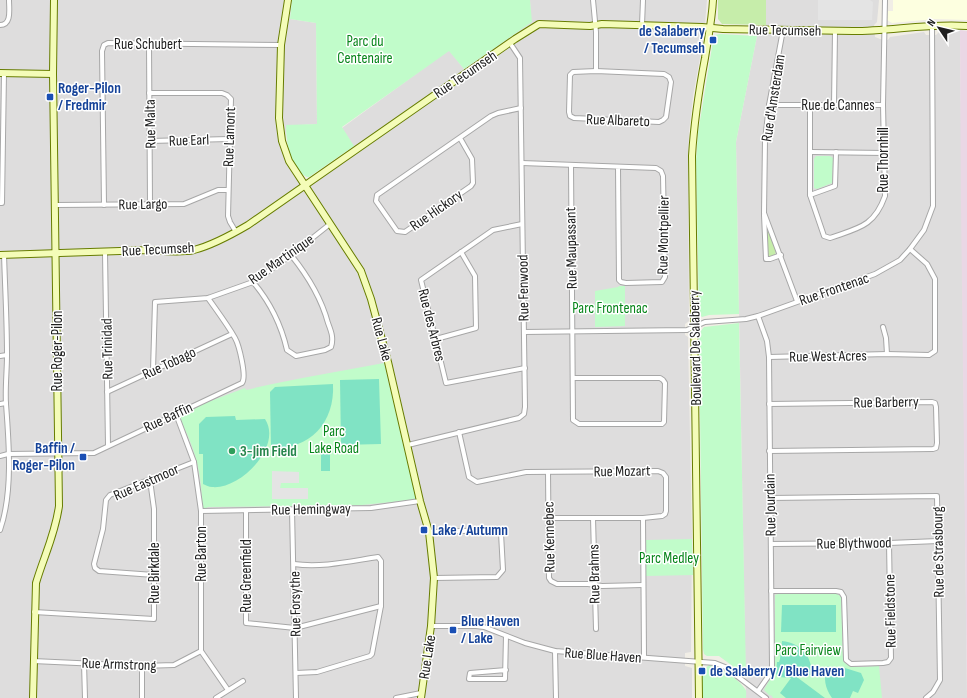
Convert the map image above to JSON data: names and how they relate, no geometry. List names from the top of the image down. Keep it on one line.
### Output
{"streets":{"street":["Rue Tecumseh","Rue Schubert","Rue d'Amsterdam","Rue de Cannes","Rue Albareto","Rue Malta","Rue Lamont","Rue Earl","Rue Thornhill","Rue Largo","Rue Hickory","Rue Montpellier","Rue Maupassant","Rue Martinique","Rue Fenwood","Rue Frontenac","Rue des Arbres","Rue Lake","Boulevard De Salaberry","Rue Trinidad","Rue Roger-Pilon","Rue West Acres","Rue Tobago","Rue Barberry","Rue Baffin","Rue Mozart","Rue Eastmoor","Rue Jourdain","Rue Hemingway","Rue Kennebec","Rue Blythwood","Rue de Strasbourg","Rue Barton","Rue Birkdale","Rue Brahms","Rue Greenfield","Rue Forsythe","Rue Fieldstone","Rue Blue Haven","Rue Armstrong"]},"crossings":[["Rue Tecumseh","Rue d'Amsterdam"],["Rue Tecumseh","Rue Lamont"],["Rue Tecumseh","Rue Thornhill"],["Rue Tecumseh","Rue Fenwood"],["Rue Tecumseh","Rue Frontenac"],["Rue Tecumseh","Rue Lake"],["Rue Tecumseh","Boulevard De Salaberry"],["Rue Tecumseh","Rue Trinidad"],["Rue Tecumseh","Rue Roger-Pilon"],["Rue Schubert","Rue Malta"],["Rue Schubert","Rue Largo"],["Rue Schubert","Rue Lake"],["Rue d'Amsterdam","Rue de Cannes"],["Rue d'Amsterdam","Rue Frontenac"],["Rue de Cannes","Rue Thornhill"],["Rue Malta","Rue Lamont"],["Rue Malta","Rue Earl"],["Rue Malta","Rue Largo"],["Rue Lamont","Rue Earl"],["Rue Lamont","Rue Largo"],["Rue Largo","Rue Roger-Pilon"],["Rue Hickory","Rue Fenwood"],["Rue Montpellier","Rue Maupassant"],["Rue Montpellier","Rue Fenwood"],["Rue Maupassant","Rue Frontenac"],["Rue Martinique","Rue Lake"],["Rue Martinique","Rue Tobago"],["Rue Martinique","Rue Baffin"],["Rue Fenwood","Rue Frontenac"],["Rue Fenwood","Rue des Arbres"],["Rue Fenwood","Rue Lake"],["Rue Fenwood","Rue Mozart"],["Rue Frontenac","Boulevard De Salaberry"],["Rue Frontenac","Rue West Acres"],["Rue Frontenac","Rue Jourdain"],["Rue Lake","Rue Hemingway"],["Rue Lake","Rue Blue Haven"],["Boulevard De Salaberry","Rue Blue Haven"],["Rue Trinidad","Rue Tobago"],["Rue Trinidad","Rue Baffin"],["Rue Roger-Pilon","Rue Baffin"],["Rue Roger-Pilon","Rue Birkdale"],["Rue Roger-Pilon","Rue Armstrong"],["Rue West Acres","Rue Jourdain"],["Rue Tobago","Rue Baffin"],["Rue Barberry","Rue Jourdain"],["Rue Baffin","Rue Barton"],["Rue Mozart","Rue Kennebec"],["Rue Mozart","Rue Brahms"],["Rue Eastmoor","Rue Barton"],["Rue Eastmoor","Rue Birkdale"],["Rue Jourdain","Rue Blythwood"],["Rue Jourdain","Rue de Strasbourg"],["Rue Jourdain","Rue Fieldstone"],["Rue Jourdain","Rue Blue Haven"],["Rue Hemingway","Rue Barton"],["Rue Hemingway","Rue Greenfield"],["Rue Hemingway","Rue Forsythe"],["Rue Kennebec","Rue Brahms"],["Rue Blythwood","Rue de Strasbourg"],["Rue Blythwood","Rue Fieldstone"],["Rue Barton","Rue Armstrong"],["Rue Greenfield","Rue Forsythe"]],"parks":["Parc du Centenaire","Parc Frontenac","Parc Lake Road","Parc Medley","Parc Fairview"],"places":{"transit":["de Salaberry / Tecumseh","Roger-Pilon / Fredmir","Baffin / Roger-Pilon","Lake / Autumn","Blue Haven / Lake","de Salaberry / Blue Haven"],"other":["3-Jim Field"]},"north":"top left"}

====

▶ **What the exercise asks**: Pictures stay out; all other material above is restated word for word.

▶ **Answer to the exercise**:
Convert the map image above to JSON data: names and how they relate, no geometry. List names from the top of the image down. Keep it on one line.
### Output
{"streets":{"street":["Rue Tecumseh","Rue Schubert","Rue d'Amsterdam","Rue de Cannes","Rue Albareto","Rue Malta","Rue Lamont","Rue Earl","Rue Thornhill","Rue Largo","Rue Hickory","Rue Montpellier","Rue Maupassant","Rue Martinique","Rue Fenwood","Rue Frontenac","Rue des Arbres","Rue Lake","Boulevard De Salaberry","Rue Trinidad","Rue Roger-Pilon","Rue West Acres","Rue Tobago","Rue Barberry","Rue Baffin","Rue Mozart","Rue Eastmoor","Rue Jourdain","Rue Hemingway","Rue Kennebec","Rue Blythwood","Rue de Strasbourg","Rue Barton","Rue Birkdale","Rue Brahms","Rue Greenfield","Rue Forsythe","Rue Fieldstone","Rue Blue Haven","Rue Armstrong"]},"crossings":[["Rue Tecumseh","Rue d'Amsterdam"],["Rue Tecumseh","Rue Lamont"],["Rue Tecumseh","Rue Thornhill"],["Rue Tecumseh","Rue Fenwood"],["Rue Tecumseh","Rue Frontenac"],["Rue Tecumseh","Rue Lake"],["Rue Tecumseh","Boulevard De Salaberry"],["Rue Tecumseh","Rue Trinidad"],["Rue Tecumseh","Rue Roger-Pilon"],["Rue Schubert","Rue Malta"],["Rue Schubert","Rue Largo"],["Rue Schubert","Rue Lake"],["Rue d'Amsterdam","Rue de Cannes"],["Rue d'Amsterdam","Rue Frontenac"],["Rue de Cannes","Rue Thornhill"],["Rue Malta","Rue Lamont"],["Rue Malta","Rue Earl"],["Rue Malta","Rue Largo"],["Rue Lamont","Rue Earl"],["Rue Lamont","Rue Largo"],["Rue Largo","Rue Roger-Pilon"],["Rue Hickory","Rue Fenwood"],["Rue Montpellier","Rue Maupassant"],["Rue Montpellier","Rue Fenwood"],["Rue Maupassant","Rue Frontenac"],["Rue Martinique","Rue Lake"],["Rue Martinique","Rue Tobago"],["Rue Martinique","Rue Baffin"],["Rue Fenwood","Rue Frontenac"],["Rue Fenwood","Rue des Arbres"],["Rue Fenwood","Rue Lake"],["Rue Fenwood","Rue Mozart"],["Rue Frontenac","Boulevard De Salaberry"],["Rue Frontenac","Rue West Acres"],["Rue Frontenac","Rue Jourdain"],["Rue Lake","Rue Hemingway"],["Rue Lake","Rue Blue Haven"],["Boulevard De Salaberry","Rue Blue Haven"],["Rue Trinidad","Rue Tobago"],["Rue Trinidad","Rue Baffin"],["Rue Roger-Pilon","Rue Baffin"],["Rue Roger-Pilon","Rue Birkdale"],["Rue Roger-Pilon","Rue Armstrong"],["Rue West Acres","Rue Jourdain"],["Rue Tobago","Rue Baffin"],["Rue Barberry","Rue Jourdain"],["Rue Baffin","Rue Barton"],["Rue Mozart","Rue Kennebec"],["Rue Mozart","Rue Brahms"],["Rue Eastmoor","Rue Barton"],["Rue Eastmoor","Rue Birkdale"],["Rue Jourdain","Rue Blythwood"],["Rue Jourdain","Rue de Strasbourg"],["Rue Jourdain","Rue Fieldstone"],["Rue Jourdain","Rue Blue Haven"],["Rue Hemingway","Rue Barton"],["Rue Hemingway","Rue Greenfield"],["Rue Hemingway","Rue Forsythe"],["Rue Kennebec","Rue Brahms"],["Rue Blythwood","Rue de Strasbourg"],["Rue Blythwood","Rue Fieldstone"],["Rue Barton","Rue Armstrong"],["Rue Greenfield","Rue Forsythe"]],"parks":["Parc du Centenaire","Parc Frontenac","Parc Lake Road","Parc Medley","Parc Fairview"],"places":{"transit":["de Salaberry / Tecumseh","Roger-Pilon / Fredmir","Baffin / Roger-Pilon","Lake / Autumn","Blue Haven / Lake","de Salaberry / Blue Haven"],"other":["3-Jim Field"]},"north":"top left"}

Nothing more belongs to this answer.